Parents Reply Children
  • Hello, 

    PM mentioned that 2FA for the Self-Service Portal is coming in Q4 this year, as it’s currently under development.


    Emmanuel (EmmoSophos)
    Technical Team Lead, Global Community Support
    Sophos Support VideosProduct Documentation  |  @SophosSupport  | Sign up for SMS Alerts
    If a post solves your question use the 'Verify Answer' link.
  • Thank you for the update Emmanuel! I wish there was some way the SEA's EOL would last until this happened. Unfortunately, we will have to switch vendors since the SEA ends in July and before 2FA is implemented.

    Thank you for researching this!


  • So if the SSO requires 2FA that doesn't count? If I could deliver it quicker I would be unfortunately that is out of my control. I cannot extend the EOL of SEA beyond the currently listed date. 

  • Hi Tom,

    Thank you for your help and comments! SSO helps simplify the sign-in process where as 2FA is a security process. So SSO isn't a replacement for 2FA. I definitely understand your constraints, and I am sure you appreciate mine. I would prefer that we stay with Sophos for email filtering. I was hoping we could use our XG's email capability, but it is not as advanced as the SEA or EM. I would appreciate any recommendations for a replacement.


  • John, I just spoke with the Product Manager for Central and they have MFA scheduled to be delivered Q4 of this year for multiple areas of the product. I'd say Sept/Oct timeframe. I understand if you can't wait that long but just wanted to let you know.

  • Tom,

    Thank you for the update. I am thinking about purchasing the advanced email filter for our XG and using it until MFA is ready. Unfortunately, the advanced is still less robust on email than the lower end SG. :/ 

    One more ask of the PM...IP restrict login for the quarantine site. Frankly, if it had that, we wouldn't need all the MFA business.

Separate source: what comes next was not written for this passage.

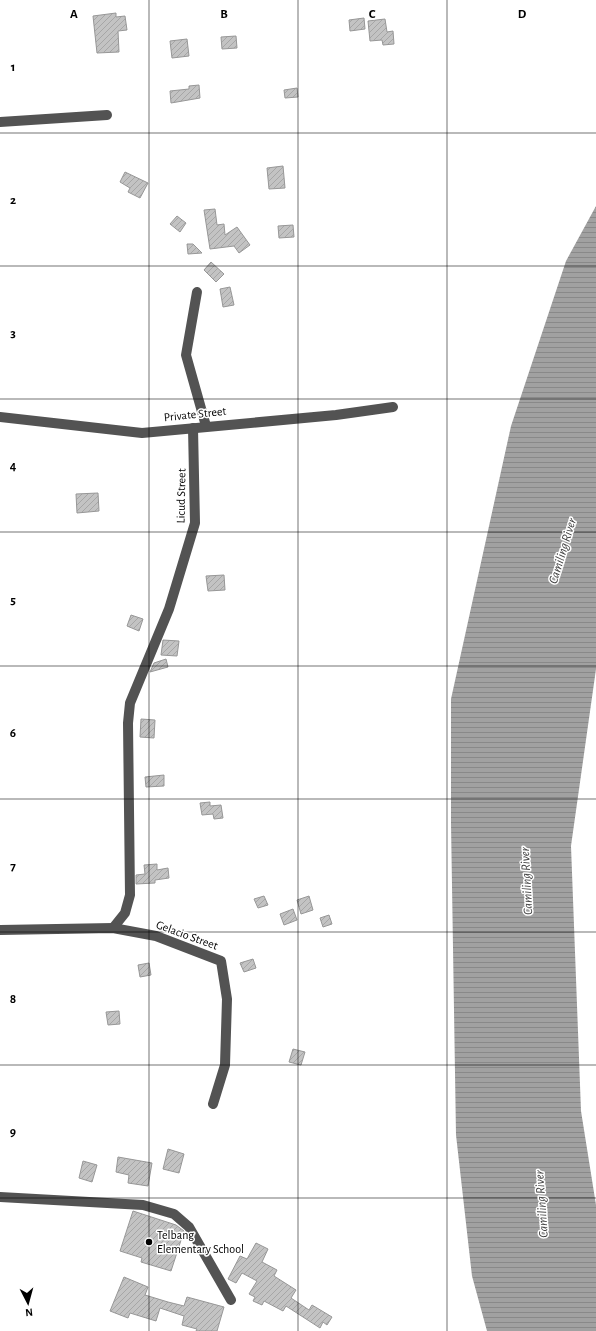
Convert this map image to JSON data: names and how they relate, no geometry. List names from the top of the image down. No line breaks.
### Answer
{"streets":{"street":["Private Street","Licud Street","Gelacio Street"]},"crossings":[["Private Street","Licud Street"],["Licud Street","Gelacio Street"]],"water":["Camiling River"],"places":["Telbang Elementary School"],"north":"bottom","grid":{"columns":["A","B","C","D"],"rows":["1","2","3","4","5","6","7","8","9"]}}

  • What’s the point of being a cloud system if users can’t access it from the cloud? You want users to have to vpn into a corporate network just to access a quarantine? I’m old school but the cloud is here! ZTNA and other controls protect resources. 

    I don’t control the XG products so not the expert on its capabilities. 

  • I hear ya, but our business model and clientele base require utmost security and privacy. When we go to a board meeting and first question asked if we are in the cloud and we say no...huge plus for us. Except for our backup with is encrypted by SafeGuard, also going away, and another FIPS 140-2 method, everything else is kept on site. The number of times that we hear people and businesses being hacked in the O365 Cloud, no way we could risk that. Plus cyber insurance is going to force everything out of the cloud or make it to painful to work in the cloud. So why go to the cloud. Sure, businesses that don't have a need for information security will be fine in the cloud, but those of us that require that, no way. A quarter of our clients are actively moving their data back to onsite. It 's a trade off of risk. The onsite known vs the cloud unknown. many cases it is cheaper once all cost are considered.

  • Sounds like debates I had 7-10+ years ago lol...even the US Govt is moving to the cloud, GovCloud and other FedRAMP services. As for CyberInsurance we work with some Insurance companies. I wouldn't say being on premise prevents the business from being hacked and sure you wouldn't either. Mailbox compromise doesn't care where the server sits, cloud, premise. I've run corporate systems onsite and in the cloud and while companies may bring some services back in house they cannot sustain inhouse for all services, well unless they are not doing payroll, insurance, 401k, travel, salesforce etc.... thanks for the discussion...

  • We know we can be hacked on-site, but it is about a trade off of risk. Ultimately, we do what our clients want and our cyber security insurance policy prices the cloud out.

    Thank you for your comments too.